Re: Might remember well designed OSes never had this problem
by
Cranky1000
11/12/2009, 4:53 PM #
The "endlessly shoddy" remark, while throw-away is important. Software, unlike just about everything else that gets made, does not have the legal threat of "Product Liability" for defective design.
For the record: Product Liability and in particular, the strict liability variant, is a legal concept to express an idea that the societal cost of harm caused by "endless shoddiness" should be bourne by the manufacturer and all the downstream sellers, and that the way to inspire this is to make the bar so low for plaintiffs that all they have to prove is harm, not negligence.
Software, as I said, does not have this idea. Nearly all software is purchased on the basis of a revocable user license where the user has no remedy of refund for defect and no remedy for harms resulting from use. Caveat Emptor.
Despite some comments that Manooj didn't research this article, its not a myth that lots of companies spent lots of consulting dollars inspecting each technology possessed in search of this one defect.
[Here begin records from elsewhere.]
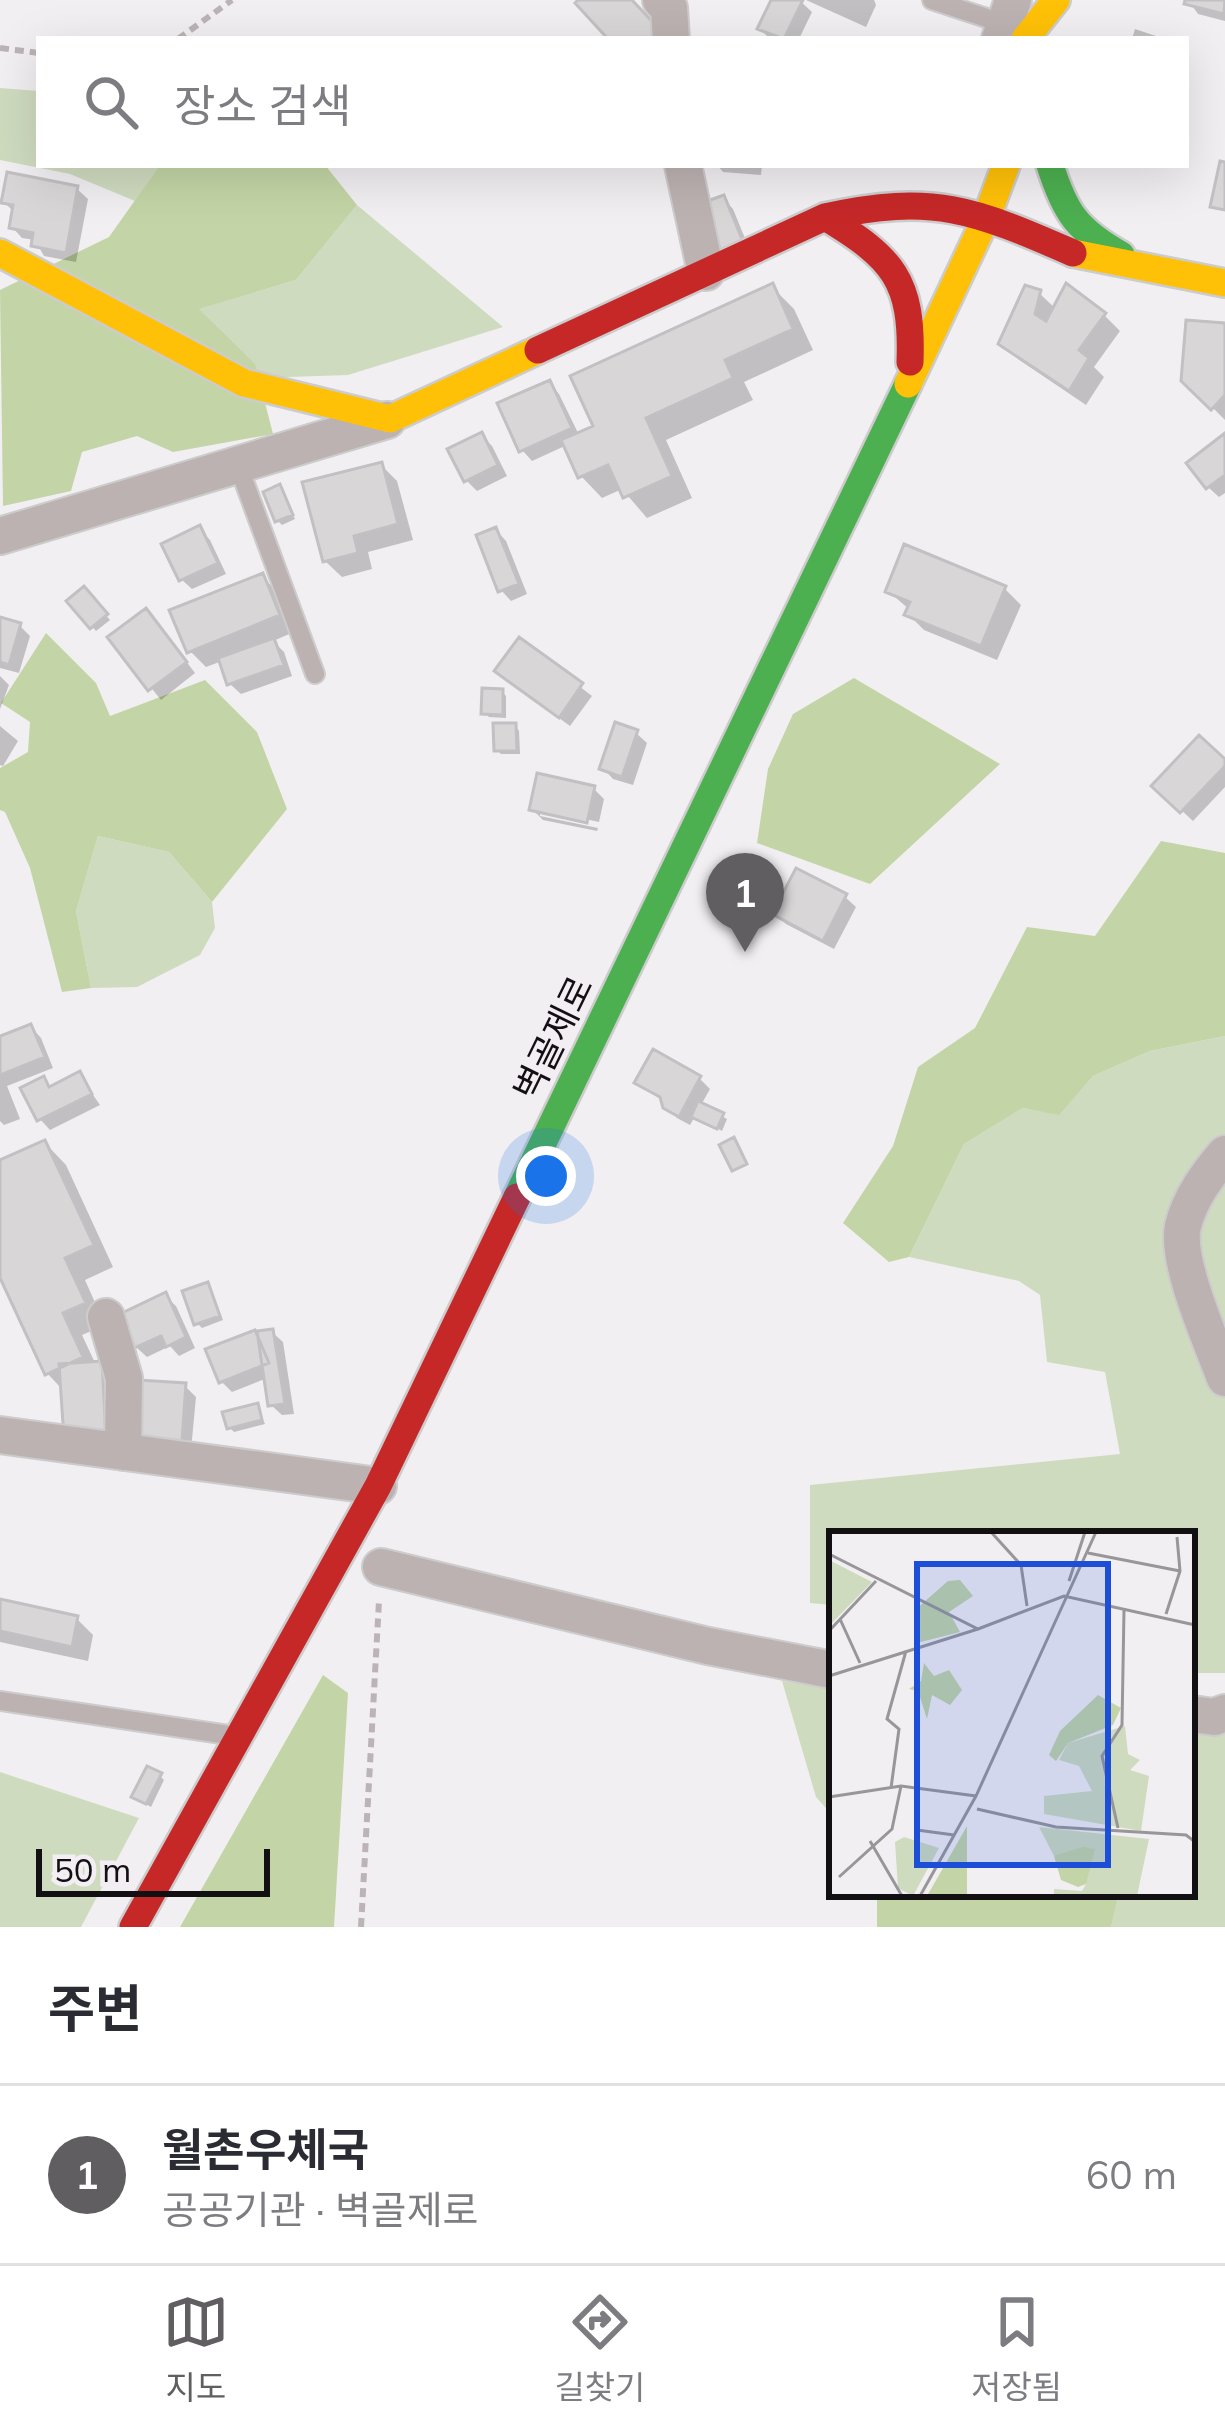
<!DOCTYPE html>
<html lang="ko">
<meta charset="utf-8">
<style>
body{margin:0;font-family:Mulish,"Noto Sans KR",sans-serif;background:#f2f2f3;color:#2b2b33}
.scale{position:absolute;left:36px;bottom:30px;width:234px;box-sizing:border-box;padding-left:12px;border:6px solid #121012;border-top:0;font-size:33px;line-height:42px;white-space:nowrap;color:#121012;-webkit-text-stroke:9px #f3eef3;paint-order:stroke}
.you{position:absolute;left:546px;top:1176px;width:42px;height:42px;margin:-30px;border:9px solid #fff;border-radius:50%;background:#1a73e8;box-shadow:0 0 0 18px #1a73e833}
.badge{display:grid;place-items:center;width:78px;height:78px;border-radius:50%;background:#605e60;color:#fff;font-size:39px;font-weight:700}
.pin{position:absolute;translate:-50% -99px;filter:drop-shadow(0 3px 6px #0008)}
.pin::after{content:'';position:absolute;top:63px;width:42px;height:36px;background:inherit;clip-path:polygon(0 0,100% 0,50% 100%)}
.list{margin:0;padding:0;list-style:none}
h2{display:flex;justify-content:space-between;align-items:center;height:156px;margin:0;padding:0 48px;font-size:51px}
h2 small{font-size:39px;font-weight:400;color:#7c7c81}
.list li{display:grid;grid-template-columns:78px 1fr auto;gap:36px;align-items:center;box-sizing:border-box;height:180px;padding:0 48px;border-top:3px solid #e1e1e2}
.list b{display:block;font-size:45px;white-space:nowrap}
.list p{margin:0;font-size:39px;white-space:nowrap;color:#7c7c81}
.list em{font-size:39px;font-style:normal;color:#7c7c81}
.icon{flex:none;width:66px;height:66px;fill:none;stroke:currentColor;stroke-width:2;stroke-linecap:round;stroke-linejoin:round}
.map{position:relative;flex:none;width:1225px;height:1927px;overflow:hidden}
.search{position:absolute;background:#fff;box-shadow:0 12px 48px #0002;left:36px;right:36px;top:36px;height:132px;display:flex;align-items:center;gap:30px;box-sizing:border-box;padding:0 42px;border-radius:0px;color:#7c7c81;font-size:45px}
.sheet{height:336px;background:#fff}
nav{display:flex;justify-content:space-around;align-items:center;box-sizing:border-box;height:168px;border-top:3px solid #e1e1e2;background:#fff;font-size:33px;color:#7c7c81}
nav a{display:grid;justify-items:center;gap:6px}
nav .on{color:#605e60}
.map>svg:first-child{display:block}
.green{fill:#cfdbbf}
.forest{fill:#c3d5a6}
.shadow{fill:#0003}
.building{fill:#d8d6d7;stroke:#c2c0c2;stroke-width:3}
.lines{fill:none;stroke-linecap:round;stroke-linejoin:round}
.lane-casing{stroke:#cdcccd;stroke-width:22}
.street-casing{stroke:#cdcccd;stroke-width:40}
.fast-casing{stroke:#cdcccd;stroke-width:32}
.slow-casing{stroke:#cdcccd;stroke-width:32}
.jam-casing{stroke:#cdcccd;stroke-width:32}
.path{stroke:#bbb3b5;stroke-width:6;stroke-dasharray:9 6;stroke-linecap:butt}
.lane{stroke:#bdb2b2;stroke-width:18}
.street{stroke:#bdb2b2;stroke-width:36}
.fast{stroke:#4caf50;stroke-width:27}
.slow{stroke:#ffc107;stroke-width:27}
.jam{stroke:#c62828;stroke-width:27}
.labels{text-anchor:middle;stroke-width:9;stroke-linejoin:round;paint-order:stroke}
.street-label{font-size:36px;fill:#121012;stroke:#f3eef3}
.inset-road{fill:none;stroke:#989698;stroke-width:3}
.view{fill:#1d4ed8;fill-opacity:0.15;stroke:#1d4ed8;stroke-width:6}
.inset-edge{fill:none;stroke:#121012;stroke-width:6}
</style>
<div class="map">
<svg width="1225" height="1927" viewBox="0 0 1225 1927">
<rect width="100%" height="100%" fill="#f2eff2"/>
<path class="green" d="M0,88L39,91V165H160L135,201L70,174L0,160Z
M357,205L503,327L348,375L259,378L198,309L296,280Z
M98,836L169,852L212,902L215,928L200,955L137,987L91,988L76,911Z
M1225,1036V1673H1192V1534H832V1605L810,1603V1485L1120,1454L1105,1372L1047,1362L1040,1295L1019,1281L909,1257L964,1144L1023,1108L1059,1114L1093,1076L1150,1051Z
M782,1681L832,1688V1815L816,1797Z
M1192,1731L1225,1732V1927H1111L1119,1894H1192Z
M0,1772L139,1818L81,1927H0Z"/>
<path class="forest" d="M160,165H325L357,205L296,280L199,309L255,364L273,434L173,452L137,436L82,452L71,491L3,506L0,290L109,237Z
M46,633L96,683L110,716L205,680L257,732L287,809L212,902L169,852L98,836L76,911L91,988L62,992L30,868L5,812L0,810V768L28,752L30,722L1,703Z
M854,678L1000,764L870,884L757,843L768,769L793,714Z
M1161,841L1225,853V1036L1150,1051L1093,1076L1059,1115L1023,1108L964,1144L909,1257L889,1262L843,1223L893,1146L918,1067L975,1028L1027,927L1095,936Z
M323,1675L348,1693L334,1927H180Z
M877,1894H1119L1111,1927H877Z"/>
<path class="shadow" d="M774,0H799L812,12L799,39H770L760,29Z
M806,0H874L876,5L866,27Z
M1188,0H1225V21L1198,14Z
M1135,29L1165,39H1132Z
M717,165H762L761,175L723,172Z
M77,189L88,199L76,262L44,256L35,240L22,238L12,227L15,213L4,202Z
M723,198L733,209L751,253L734,260Z
M772,287L794,309L813,350L744,382L753,400L666,440L692,498L647,518L622,489L602,498L581,476L567,445L532,461L522,450L549,383L559,394L579,435L597,427Z
M1039,293L1056,309L1104,315L1120,331L1094,367L1104,377L1086,405L1018,359L1002,343Z
M1225,326V420L1184,379Z
M482,436L492,446L507,476L477,491L466,480Z
M1225,437V493L1219,497L1208,487Z
M381,465L397,481L413,540L368,552L372,569L342,577L325,561Z
M280,488L295,519L282,525L277,520Z
M200,529L210,540L226,574L192,589L181,579Z
M496,530L506,541L527,594L511,601L501,590Z
M262,576L278,593L294,632L273,641L284,652L292,676L241,694L230,684L222,661L206,667L190,651Z
M1004,588L1021,605L997,660L924,630L908,614L910,610L888,591Z
M84,590L110,620L96,631L70,602Z
M0,620L20,626L30,636L19,673L0,668Z
M156,622L195,673L161,700L111,638Z
M520,641L592,696L570,726L508,681Z
M0,676L9,685L0,709Z
M502,692L506,696V718L489,717L484,713Z
M0,726L18,741L3,766L0,765Z
M515,726L519,731L520,754H501L497,750Z
M636,733L647,743L633,785L613,779L603,768Z
M1225,763V787L1193,821L1155,786Z
M594,789L604,799L599,822L540,809V816L598,828L597,831L543,820L532,809Z
M845,897L856,907L834,949L786,924L776,914Z
M31,1027L41,1038L53,1068L7,1086L20,1119L4,1125L0,1121V1039Z
M79,1075L100,1105L50,1130L40,1119L44,1080L52,1088Z
M699,1078L710,1089L701,1105L727,1119L722,1131L695,1116L690,1125L677,1118L664,1102L638,1082Z
M45,1143L66,1165L113,1267L85,1280L105,1325L82,1335L96,1365H101L111,1375L115,1446L47,1373L0,1271V1164Z
M207,1285L223,1320L202,1328L197,1323Z
M165,1296L176,1306L195,1348L179,1356L170,1346L147,1357L136,1347Z
M272,1332L283,1342L294,1414L282,1415L271,1405L267,1378L232,1392L221,1381L256,1333Z
M185,1386L196,1397L191,1450L148,1447Z
M257,1406L265,1424L234,1432L230,1428Z
M0,1602L77,1619L93,1635L88,1661L0,1642Z
M160,1776L164,1780L151,1807L139,1800Z"/>
<path class="building" d="M578,0H632L661,31L653,39H608L575,3Z
M771,0H803L784,39L757,29Z
M1185,0H1225L1224,14L1184,4Z
M1220,161L1225,162V210L1210,207Z
M7,172L78,186L66,253L31,246L33,233L9,228L13,205L1,203Z
M724,195L743,242L721,251L702,203Z
M773,283L793,329L725,360L733,378L646,418L672,476L623,498L608,465L578,478L561,440L593,426L570,376Z
M1066,283L1106,313L1079,350L1089,358L1069,391L998,344L1025,285L1041,290L1035,314L1046,321Z
M1186,320L1225,323V395L1211,410L1181,381Z
M550,380L572,428L519,452L497,403Z
M482,432L498,465L464,482L447,449Z
M1225,433V475L1206,489L1186,463Z
M382,462L398,524L354,536L358,553L323,562L302,482Z
M280,484L293,515L275,522L263,492Z
M200,525L218,563L179,581L161,544Z
M496,527L519,584L498,592L476,535Z
M904,544L1006,586L981,646L904,615L910,602L885,592Z
M263,573L280,615L187,653L169,610Z
M84,586L108,614L90,629L66,601Z
M146,608L187,662L148,691L107,637Z
M0,617L21,623L9,665L0,662Z
M519,637L583,683L559,718L494,671Z
M274,638L284,665L227,685L218,658Z
M482,688L503,689V715L481,714Z
M615,722L638,730L622,777L599,769Z
M493,723H516L517,751H494Z
M1199,735L1225,759V766L1180,813L1151,786Z
M537,773L595,786L587,823L529,810Z
M796,868L847,894L823,941L772,914Z
M31,1024L45,1057L0,1075V1036Z
M653,1049L701,1076L679,1117L663,1108L660,1097L634,1083Z
M80,1071L92,1094L37,1121L20,1088L44,1076L49,1087Z
M698,1101L724,1113L717,1129L691,1117Z
M734,1137L747,1164L732,1171L719,1145Z
M45,1140L94,1245L65,1258L86,1303L63,1313L83,1357L45,1375L0,1278V1160Z
M208,1282L220,1316L194,1325L182,1291Z
M166,1292L186,1337L166,1347L161,1336L134,1348L118,1315Z
M273,1329L285,1404L268,1406L257,1331Z
M255,1330L269,1363L219,1383L205,1349Z
M102,1361L106,1437L64,1439L59,1364Z
M138,1380L186,1383L182,1441L134,1437Z
M258,1403L262,1420L227,1429L222,1412Z
M0,1599L78,1616L72,1647L0,1631Z
M147,1766L162,1773L146,1804L131,1797Z"/>
<g class="lines">
<defs>
<path id="lane" d="M932,0L1005,24
M238,465L315,674
M0,1701L235,1736"/>
<path id="street" d="M661,0L669,8L671,39
M1000,39L1013,0
M683,165L706,272
M0,536L387,420
M1225,1154C1207,1175 1190,1198 1183,1226C1175,1261 1212,1343 1225,1378
M106,1317L124,1378L123,1452
M0,1435L378,1486
M381,1567L708,1646L832,1670
M1192,1714L1214,1717L1225,1713"/>
<path id="fast" d="M1050,165C1065,213 1077,230 1121,255
M517,1197L908,384"/>
<path id="slow" d="M1025,39L1056,0
M0,253L244,383L390,419L538,350
M1073,253L1225,283
M908,384L987,216L1006,165"/>
<path id="jam" d="M825,217C893,258 913,280 910,362
M538,350L825,217C934,193 974,210 1073,253
M133,1927L378,1486L517,1197"/>
</defs>
<use href="#lane" class="lane-casing"/>
<use href="#street" class="street-casing"/>
<use href="#fast" class="fast-casing"/>
<use href="#slow" class="slow-casing"/>
<use href="#jam" class="jam-casing"/>
<path class="path" d="M178,39L232,0
M0,48L39,53
M361,1927L379,1601"/>
<use href="#lane" class="lane"/>
<use href="#street" class="street"/>
<use href="#fast" class="fast"/>
<use href="#slow" class="slow"/>
<use href="#jam" class="jam"/>
</g>
<g class="labels">
<g class="street-label">
<text transform="translate(553 1038) rotate(-64)" y="13">벽골제로</text>
</g>
</g>
<g transform="translate(829 1531)">
<rect width="366" height="366" fill="#f2eff2"/>
<path d="M0,29L43,51L0,95ZM296,195L299,223L311,229L301,239L320,245L312,300L215,283V265L263,260L250,235L230,229L239,212ZM210,296L320,308L308,365H225V358L253,360L257,353L249,324L225,325ZM75,306L110,317L84,365L69,357L66,311Z" fill="#cfdbbf"/>
<path d="M131,49L144,65L120,81L131,101L88,112L86,79L119,50ZM95,132L105,145L120,139L133,159L121,174L103,164L98,188L89,160L80,158L92,150ZM269,164L292,177L284,194L239,212L227,230L220,224L231,200ZM138,295V365H98ZM254,316L266,318L257,353L249,356L232,349L225,325Z" fill="#c3d5a6"/>
<path class="inset-road" d="M162,1L192,34L198,75M259,22L351,40M0,23L149,98L235,65L366,94M240,50L256,1M337,83L351,40L348,6M11,88L31,132M0,100L47,50M0,145L149,98M62,257L70,198L58,188L77,120M0,266L72,255L147,265M148,278L227,296L357,304L365,310V365M289,297L273,225L293,194L295,79M88,299L125,304M41,310L73,365M10,346L63,298L72,255M91,365L147,265L267,1"/>
<path class="view" d="M88,33H279V334H88Z"/>
<rect width="366" height="366" class="inset-edge"/>
</g>
</svg>
<div class="scale">50 m</div>
<div class="you"></div>
<div class="pin badge" style="left:745px;top:952px">1</div>
<div class="search"><svg class="icon" aria-label="search" viewBox="0 0 24 24"><circle cx="10" cy="10" r="6"/><path d="M15 15l6 6"/></svg>장소 검색</div>
</div>
<section class="sheet">
<h2>주변<small></small></h2>
<ul class="list">
<li><span class="badge">1</span><div><b>월촌우체국</b><p>공공기관 · 벽골제로</p></div><em>60 m</em></li>
</ul>
</section>
<nav>
<a class="on"><svg class="icon" aria-label="map" viewBox="0 0 24 24"><path d="M3 6l6-2 6 2 6-2v14l-6 2-6-2-6 2zM9 4v14M15 6v14"/></svg>지도</a>
<a><svg class="icon" aria-label="directions" viewBox="0 0 24 24"><path d="M12 3l9 9-9 9-9-9zM9 14v-3h6M13 9l2 2-2 2"/></svg>길찾기</a>
<a><svg class="icon" aria-label="saved" viewBox="0 0 24 24"><path d="M7 4h10v16l-5-4-5 4z"/></svg>저장됨</a>
</nav>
Companies paid attention both to their cost estimates as to what the defect would cost to: detect, fix, and not fix.
Sadly, Y2K did not result in a major disaster causing a massive cost to society. If it had, then software makers would have been required to write software that actually works and is not buggy. Practices like weekly patches distrubuted through the internet would have been replaced by crippling lawsuits and bankruptcies forcing software makes to not release software unless it was bug free to begin with. That possibly would have stopped offshoring, it certainly would have prevented Windows Vista.
More importantly, it would have created a revolution computer science. Programing, unlike legitimate forms of engineering like civil, chemical, electrical, mechanical, etc. suffers from a very low level of discipline such that ludicrious ideas are given legitimacy like Open Source "if we let anybody write whatever code they want, good code will eventually emerge, because what members of the public really want to do is scrutinize details to get it just right" and basic things like scheduling, revision management, communicating in teams, and quality inspections remain very very very elusive despite decades of industry experience.